Geopolitics drives up oil prices amid thin holiday trading
Oil prices rose slightly on Boxing Day as geopolitical risk increases in markets.
Friday December 26, 2025
The festive Christmas lull in oil trading saw oil prices post a weekly gain as geopolitical tensions helped push ICE Brent above the $62 a barrel mark. Venezuela and the potential chokehold on its heavy crude output remains the number one topic, but the Boxing Day US strikes in Nigeria could open a new front of optimism.
The United States continues to track Venezuelan oil tankers. The White House has ordered U.S. military forces around Venezuela to “quarantine” Venezuelan oil for at least the next two months, just as the U.S. Coast Guard lamented lacking the forces to impose a full blockade after a botched Bella 1 seizure.
Chinese problems 1st Product quota batch.
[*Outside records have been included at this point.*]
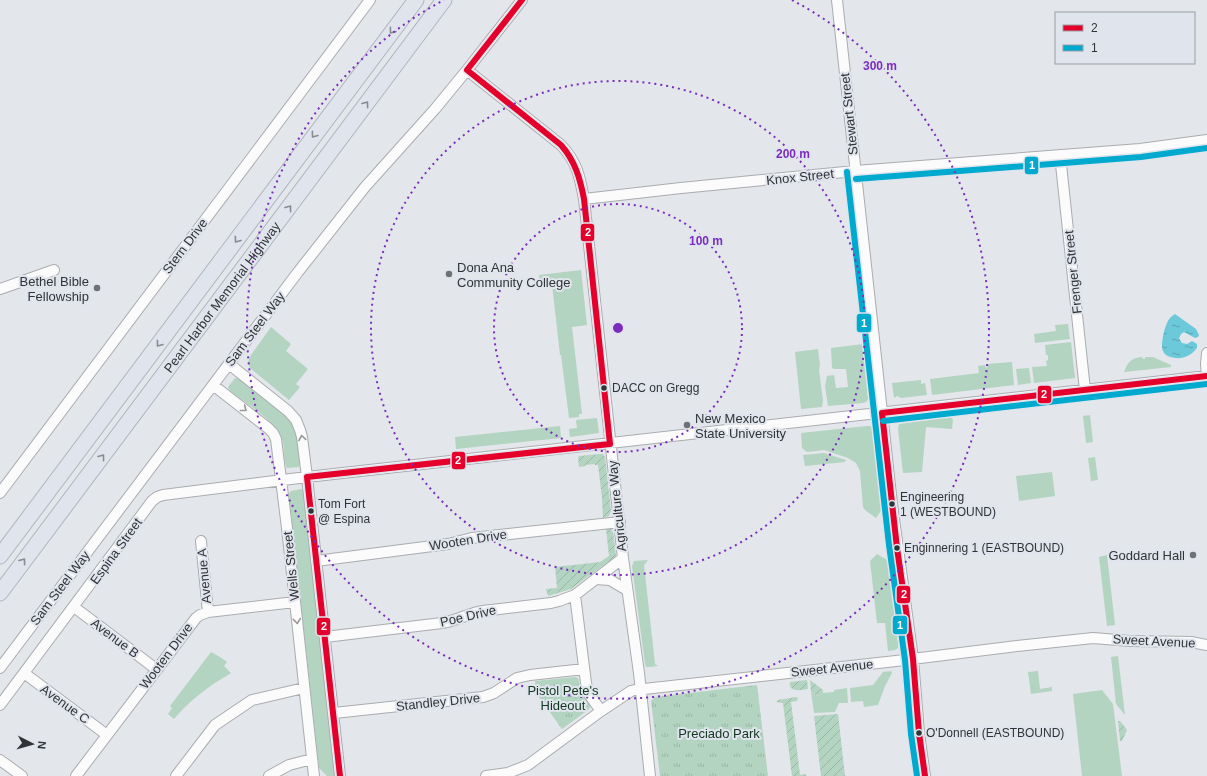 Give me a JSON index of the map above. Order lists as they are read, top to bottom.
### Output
{
  "streets": {
    "highway": ["Pearl Harbor Memorial Highway"],
    "street": [
      "Stewart Street",
      "Knox Street",
      "Stern Drive",
      "Frenger Street",
      "Sam Steel Way",
      "Agriculture Way",
      "Wooten Drive",
      "Espina Street",
      "Wells Street",
      "Avenue A",
      "Poe Drive",
      "Avenue B",
      "Sweet Avenue",
      "Standley Drive",
      "Avenue C"
    ]
  },
  "crossings": [
    ["Stewart Street", "Knox Street"],
    ["Stewart Street", "Espina Street"],
    ["Stewart Street", "Sweet Avenue"],
    ["Knox Street", "Frenger Street"],
    ["Knox Street", "Agriculture Way"],
    ["Frenger Street", "Espina Street"],
    ["Sam Steel Way", "Agriculture Way"],
    ["Sam Steel Way", "Wells Street"],
    ["Agriculture Way", "Wooten Drive"],
    ["Agriculture Way", "Espina Street"],
    ["Agriculture Way", "Poe Drive"],
    ["Agriculture Way", "Sweet Avenue"],
    ["Wooten Drive", "Wells Street"],
    ["Wooten Drive", "Avenue A"],
    ["Wooten Drive", "Avenue B"],
    ["Wooten Drive", "Avenue C"],
    ["Espina Street", "Wells Street"],
    ["Espina Street", "Avenue B"],
    ["Espina Street", "Avenue C"],
    ["Wells Street", "Poe Drive"],
    ["Wells Street", "Standley Drive"]
  ],
  "parks": ["Pistol Pete's Hideout", "Preciado Park"],
  "places": [
    "Dona Ana Community College",
    "Bethel Bible Fellowship",
    "DACC on Gregg",
    "New Mexico State University",
    "Engineering 1 (WESTBOUND)",
    "Tom Fort @ Espina",
    "Enginnering 1 (EASTBOUND)",
    "Goddard Hall",
    "O'Donnell (EASTBOUND)"
  ],
  "lines": ["transit line 2", "transit line 1"],
  "legend": ["2", "1"],
  "north": "right",
  "rings": ["300 m", "200 m", "100 m"]
}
China’s Ministry of Commerce issued export quotas for refined products worth 19 million tonnes, alongside quotas for 8 million tonnes of ultra-low sulfur marine fuel, keeping volumes steady year-on-year as Beijing prioritizes domestic consumption.
Japanese refiners are considering expansion in Singapore. Japan’s top refiner Eneos (TYO:5020) is poised to become the favorite to buy Chevron’s stake in Singapore’s 290,000 b/d Jurong Island refinery, valued at around $1 billion, with Bloomberg reporting that a deal could be finalized very soon.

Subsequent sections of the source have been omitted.